## Requirement
The answer must be a bare number: the count of lines below that contain "Draw".

───── Input ─────

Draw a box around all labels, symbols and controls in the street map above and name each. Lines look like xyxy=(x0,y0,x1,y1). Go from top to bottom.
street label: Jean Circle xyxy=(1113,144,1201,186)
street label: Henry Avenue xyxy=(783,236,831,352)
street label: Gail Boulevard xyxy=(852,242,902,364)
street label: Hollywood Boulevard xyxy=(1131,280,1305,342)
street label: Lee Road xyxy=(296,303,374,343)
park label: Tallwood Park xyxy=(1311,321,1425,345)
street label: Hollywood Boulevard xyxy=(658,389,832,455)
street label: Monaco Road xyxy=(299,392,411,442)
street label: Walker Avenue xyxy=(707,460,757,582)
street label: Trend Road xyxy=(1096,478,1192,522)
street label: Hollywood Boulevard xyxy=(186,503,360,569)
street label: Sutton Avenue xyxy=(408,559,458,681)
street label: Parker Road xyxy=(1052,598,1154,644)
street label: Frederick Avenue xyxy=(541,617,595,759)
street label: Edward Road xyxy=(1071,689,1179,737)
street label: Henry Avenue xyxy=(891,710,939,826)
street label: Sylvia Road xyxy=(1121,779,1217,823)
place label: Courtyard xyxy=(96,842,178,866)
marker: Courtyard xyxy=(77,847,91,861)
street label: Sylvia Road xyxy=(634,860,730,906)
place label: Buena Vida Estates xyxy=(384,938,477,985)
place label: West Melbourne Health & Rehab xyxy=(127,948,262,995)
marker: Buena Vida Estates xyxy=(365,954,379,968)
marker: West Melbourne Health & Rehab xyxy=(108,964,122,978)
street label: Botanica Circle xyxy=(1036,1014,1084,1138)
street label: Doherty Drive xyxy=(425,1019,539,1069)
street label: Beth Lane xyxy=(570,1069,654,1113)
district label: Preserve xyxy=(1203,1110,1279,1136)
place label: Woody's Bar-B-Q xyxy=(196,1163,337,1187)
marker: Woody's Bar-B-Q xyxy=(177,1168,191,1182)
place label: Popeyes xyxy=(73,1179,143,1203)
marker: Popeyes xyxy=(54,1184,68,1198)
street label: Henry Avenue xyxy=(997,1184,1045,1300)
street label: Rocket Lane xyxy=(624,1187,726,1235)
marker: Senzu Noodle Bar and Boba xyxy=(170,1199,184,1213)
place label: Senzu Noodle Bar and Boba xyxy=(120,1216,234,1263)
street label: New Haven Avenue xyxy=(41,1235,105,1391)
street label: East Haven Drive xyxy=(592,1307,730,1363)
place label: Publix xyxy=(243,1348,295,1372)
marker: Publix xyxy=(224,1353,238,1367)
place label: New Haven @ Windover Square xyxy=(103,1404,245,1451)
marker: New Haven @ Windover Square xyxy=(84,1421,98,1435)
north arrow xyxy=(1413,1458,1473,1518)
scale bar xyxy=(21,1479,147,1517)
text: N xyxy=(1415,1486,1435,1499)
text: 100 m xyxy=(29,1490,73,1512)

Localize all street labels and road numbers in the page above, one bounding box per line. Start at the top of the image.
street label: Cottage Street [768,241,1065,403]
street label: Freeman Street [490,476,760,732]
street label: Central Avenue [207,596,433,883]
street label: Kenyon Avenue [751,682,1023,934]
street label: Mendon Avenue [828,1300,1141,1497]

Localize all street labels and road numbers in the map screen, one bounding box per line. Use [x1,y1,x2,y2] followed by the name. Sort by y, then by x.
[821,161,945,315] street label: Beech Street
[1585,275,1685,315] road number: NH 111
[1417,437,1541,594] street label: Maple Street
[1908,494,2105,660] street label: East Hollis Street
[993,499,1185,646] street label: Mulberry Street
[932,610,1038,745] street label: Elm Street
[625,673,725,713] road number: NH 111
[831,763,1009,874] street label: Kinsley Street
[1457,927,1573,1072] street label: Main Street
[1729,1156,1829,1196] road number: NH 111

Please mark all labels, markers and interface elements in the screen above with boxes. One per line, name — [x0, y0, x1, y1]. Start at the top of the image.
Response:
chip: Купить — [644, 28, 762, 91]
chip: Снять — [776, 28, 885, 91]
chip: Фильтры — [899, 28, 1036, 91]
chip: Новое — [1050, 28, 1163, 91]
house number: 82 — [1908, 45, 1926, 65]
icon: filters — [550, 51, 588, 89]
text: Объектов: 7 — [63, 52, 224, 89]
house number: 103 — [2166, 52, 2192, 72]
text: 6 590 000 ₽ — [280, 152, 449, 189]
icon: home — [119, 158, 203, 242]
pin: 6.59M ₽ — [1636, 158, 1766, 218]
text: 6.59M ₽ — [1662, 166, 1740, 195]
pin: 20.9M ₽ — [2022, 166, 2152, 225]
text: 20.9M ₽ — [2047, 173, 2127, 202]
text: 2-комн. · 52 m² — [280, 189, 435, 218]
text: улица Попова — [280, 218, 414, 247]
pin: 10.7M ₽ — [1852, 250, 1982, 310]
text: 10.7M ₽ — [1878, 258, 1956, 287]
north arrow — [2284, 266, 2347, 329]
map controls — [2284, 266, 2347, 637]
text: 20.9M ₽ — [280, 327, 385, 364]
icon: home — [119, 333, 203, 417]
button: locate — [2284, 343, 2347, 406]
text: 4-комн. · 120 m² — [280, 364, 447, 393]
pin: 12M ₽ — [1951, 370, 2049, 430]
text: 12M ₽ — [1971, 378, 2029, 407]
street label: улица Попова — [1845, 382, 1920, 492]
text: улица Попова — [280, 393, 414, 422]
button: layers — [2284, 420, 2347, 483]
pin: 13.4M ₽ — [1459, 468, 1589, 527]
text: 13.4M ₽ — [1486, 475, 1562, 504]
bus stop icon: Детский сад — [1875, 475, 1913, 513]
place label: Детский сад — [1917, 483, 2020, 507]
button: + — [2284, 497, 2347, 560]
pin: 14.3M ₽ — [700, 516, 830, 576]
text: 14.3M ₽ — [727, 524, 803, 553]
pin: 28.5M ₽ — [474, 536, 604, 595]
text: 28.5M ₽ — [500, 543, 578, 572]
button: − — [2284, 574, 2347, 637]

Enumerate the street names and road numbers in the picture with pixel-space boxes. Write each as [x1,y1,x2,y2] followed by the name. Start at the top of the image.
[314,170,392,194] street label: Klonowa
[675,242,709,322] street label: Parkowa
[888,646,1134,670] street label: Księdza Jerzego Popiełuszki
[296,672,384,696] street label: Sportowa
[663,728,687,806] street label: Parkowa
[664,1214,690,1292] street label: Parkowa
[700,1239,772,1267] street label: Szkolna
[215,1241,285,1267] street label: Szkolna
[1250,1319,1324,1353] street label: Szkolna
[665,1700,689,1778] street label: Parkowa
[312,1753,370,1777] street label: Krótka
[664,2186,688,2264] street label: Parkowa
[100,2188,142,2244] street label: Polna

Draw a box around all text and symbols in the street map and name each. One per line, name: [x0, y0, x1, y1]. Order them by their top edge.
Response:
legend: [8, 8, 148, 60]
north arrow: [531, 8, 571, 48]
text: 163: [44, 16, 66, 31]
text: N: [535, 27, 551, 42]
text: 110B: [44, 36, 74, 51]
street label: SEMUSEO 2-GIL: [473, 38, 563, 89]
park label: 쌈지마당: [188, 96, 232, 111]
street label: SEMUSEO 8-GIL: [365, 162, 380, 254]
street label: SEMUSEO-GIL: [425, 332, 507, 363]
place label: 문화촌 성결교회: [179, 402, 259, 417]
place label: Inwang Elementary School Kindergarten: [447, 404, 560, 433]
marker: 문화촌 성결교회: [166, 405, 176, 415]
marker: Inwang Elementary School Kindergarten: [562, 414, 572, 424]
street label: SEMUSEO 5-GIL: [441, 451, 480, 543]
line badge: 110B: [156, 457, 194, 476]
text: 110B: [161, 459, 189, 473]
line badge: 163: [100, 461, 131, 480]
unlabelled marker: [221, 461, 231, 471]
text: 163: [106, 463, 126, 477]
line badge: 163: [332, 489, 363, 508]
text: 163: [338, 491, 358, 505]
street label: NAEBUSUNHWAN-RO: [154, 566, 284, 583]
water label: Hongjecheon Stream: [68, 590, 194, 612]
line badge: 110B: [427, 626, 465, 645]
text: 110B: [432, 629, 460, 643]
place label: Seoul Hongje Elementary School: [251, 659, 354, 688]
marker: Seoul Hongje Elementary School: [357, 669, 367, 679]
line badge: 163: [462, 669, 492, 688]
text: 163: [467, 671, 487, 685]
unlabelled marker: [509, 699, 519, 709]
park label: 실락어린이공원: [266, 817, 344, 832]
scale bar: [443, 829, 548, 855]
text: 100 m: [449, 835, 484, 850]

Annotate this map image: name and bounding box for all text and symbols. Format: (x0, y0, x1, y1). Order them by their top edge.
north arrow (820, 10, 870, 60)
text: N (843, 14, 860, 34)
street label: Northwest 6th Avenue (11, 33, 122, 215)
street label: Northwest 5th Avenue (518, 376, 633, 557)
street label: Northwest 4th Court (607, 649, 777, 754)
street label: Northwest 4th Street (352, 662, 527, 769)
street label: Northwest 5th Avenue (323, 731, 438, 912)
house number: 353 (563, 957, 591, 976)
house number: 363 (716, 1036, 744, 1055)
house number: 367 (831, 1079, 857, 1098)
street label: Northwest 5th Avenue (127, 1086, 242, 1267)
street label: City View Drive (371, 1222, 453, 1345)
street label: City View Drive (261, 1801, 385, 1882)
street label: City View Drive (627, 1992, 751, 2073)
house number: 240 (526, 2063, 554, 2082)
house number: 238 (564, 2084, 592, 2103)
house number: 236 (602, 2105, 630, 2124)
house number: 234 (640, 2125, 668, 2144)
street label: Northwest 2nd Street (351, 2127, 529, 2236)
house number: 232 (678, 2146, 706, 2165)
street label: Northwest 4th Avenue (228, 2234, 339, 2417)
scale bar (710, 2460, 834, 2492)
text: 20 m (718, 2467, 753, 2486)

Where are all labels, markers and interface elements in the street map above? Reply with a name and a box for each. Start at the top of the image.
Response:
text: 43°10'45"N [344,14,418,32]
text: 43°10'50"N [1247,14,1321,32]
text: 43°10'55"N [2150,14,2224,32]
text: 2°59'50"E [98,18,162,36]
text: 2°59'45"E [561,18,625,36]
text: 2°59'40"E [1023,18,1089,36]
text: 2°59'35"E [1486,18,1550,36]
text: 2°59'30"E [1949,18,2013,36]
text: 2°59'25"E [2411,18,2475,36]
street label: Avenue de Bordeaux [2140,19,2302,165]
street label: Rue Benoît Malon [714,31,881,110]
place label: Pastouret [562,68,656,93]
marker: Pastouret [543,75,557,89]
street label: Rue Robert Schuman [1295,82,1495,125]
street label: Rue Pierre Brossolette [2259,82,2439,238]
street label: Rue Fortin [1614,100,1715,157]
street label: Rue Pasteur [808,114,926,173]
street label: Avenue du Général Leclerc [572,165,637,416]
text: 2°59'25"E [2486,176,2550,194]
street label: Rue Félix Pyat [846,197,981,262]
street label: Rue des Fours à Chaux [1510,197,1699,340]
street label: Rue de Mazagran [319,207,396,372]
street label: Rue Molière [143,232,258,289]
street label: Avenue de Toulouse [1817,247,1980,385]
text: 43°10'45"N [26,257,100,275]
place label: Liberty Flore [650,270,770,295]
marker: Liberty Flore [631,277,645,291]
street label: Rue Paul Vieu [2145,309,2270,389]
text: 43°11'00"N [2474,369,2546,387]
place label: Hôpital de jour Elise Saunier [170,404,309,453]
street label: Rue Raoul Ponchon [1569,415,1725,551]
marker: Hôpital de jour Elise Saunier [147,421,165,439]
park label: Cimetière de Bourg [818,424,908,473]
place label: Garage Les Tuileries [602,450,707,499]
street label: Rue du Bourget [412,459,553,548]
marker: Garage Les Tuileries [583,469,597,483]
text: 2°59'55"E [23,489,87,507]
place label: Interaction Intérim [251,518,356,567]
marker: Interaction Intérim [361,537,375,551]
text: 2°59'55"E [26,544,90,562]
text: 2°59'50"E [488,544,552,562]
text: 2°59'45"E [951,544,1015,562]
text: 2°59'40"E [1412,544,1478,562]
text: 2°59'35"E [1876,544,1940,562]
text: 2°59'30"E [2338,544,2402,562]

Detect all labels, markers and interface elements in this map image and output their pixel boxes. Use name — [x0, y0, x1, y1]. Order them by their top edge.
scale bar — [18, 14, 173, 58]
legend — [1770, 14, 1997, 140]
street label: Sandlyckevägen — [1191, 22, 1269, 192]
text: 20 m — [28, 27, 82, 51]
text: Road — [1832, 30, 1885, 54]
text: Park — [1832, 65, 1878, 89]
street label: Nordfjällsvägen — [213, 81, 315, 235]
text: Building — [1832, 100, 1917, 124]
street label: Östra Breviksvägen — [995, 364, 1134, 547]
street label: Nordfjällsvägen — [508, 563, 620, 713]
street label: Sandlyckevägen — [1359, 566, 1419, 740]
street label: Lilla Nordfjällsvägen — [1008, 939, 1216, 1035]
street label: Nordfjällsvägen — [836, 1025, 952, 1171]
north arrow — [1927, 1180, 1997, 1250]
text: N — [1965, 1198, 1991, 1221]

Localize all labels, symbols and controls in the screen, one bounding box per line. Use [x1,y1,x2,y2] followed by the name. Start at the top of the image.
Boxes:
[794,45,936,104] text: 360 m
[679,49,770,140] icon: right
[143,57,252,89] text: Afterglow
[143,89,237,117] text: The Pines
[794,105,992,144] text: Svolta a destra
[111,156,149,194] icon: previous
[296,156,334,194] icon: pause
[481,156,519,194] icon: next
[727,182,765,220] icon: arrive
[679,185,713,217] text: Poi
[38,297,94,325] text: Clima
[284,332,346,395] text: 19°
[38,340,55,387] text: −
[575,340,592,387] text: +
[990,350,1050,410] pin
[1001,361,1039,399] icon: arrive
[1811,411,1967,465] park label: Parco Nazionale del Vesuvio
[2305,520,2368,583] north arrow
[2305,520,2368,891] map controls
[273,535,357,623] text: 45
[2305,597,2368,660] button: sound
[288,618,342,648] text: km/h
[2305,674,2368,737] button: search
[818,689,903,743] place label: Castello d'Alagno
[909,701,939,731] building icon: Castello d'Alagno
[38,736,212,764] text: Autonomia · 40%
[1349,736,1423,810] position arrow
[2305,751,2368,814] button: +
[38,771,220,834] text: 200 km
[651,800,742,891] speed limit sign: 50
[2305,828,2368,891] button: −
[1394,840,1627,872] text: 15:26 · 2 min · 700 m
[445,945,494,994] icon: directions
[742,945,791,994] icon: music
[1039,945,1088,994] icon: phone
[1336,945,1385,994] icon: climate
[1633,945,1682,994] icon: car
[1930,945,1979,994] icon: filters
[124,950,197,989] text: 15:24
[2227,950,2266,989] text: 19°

─────

## Response below
2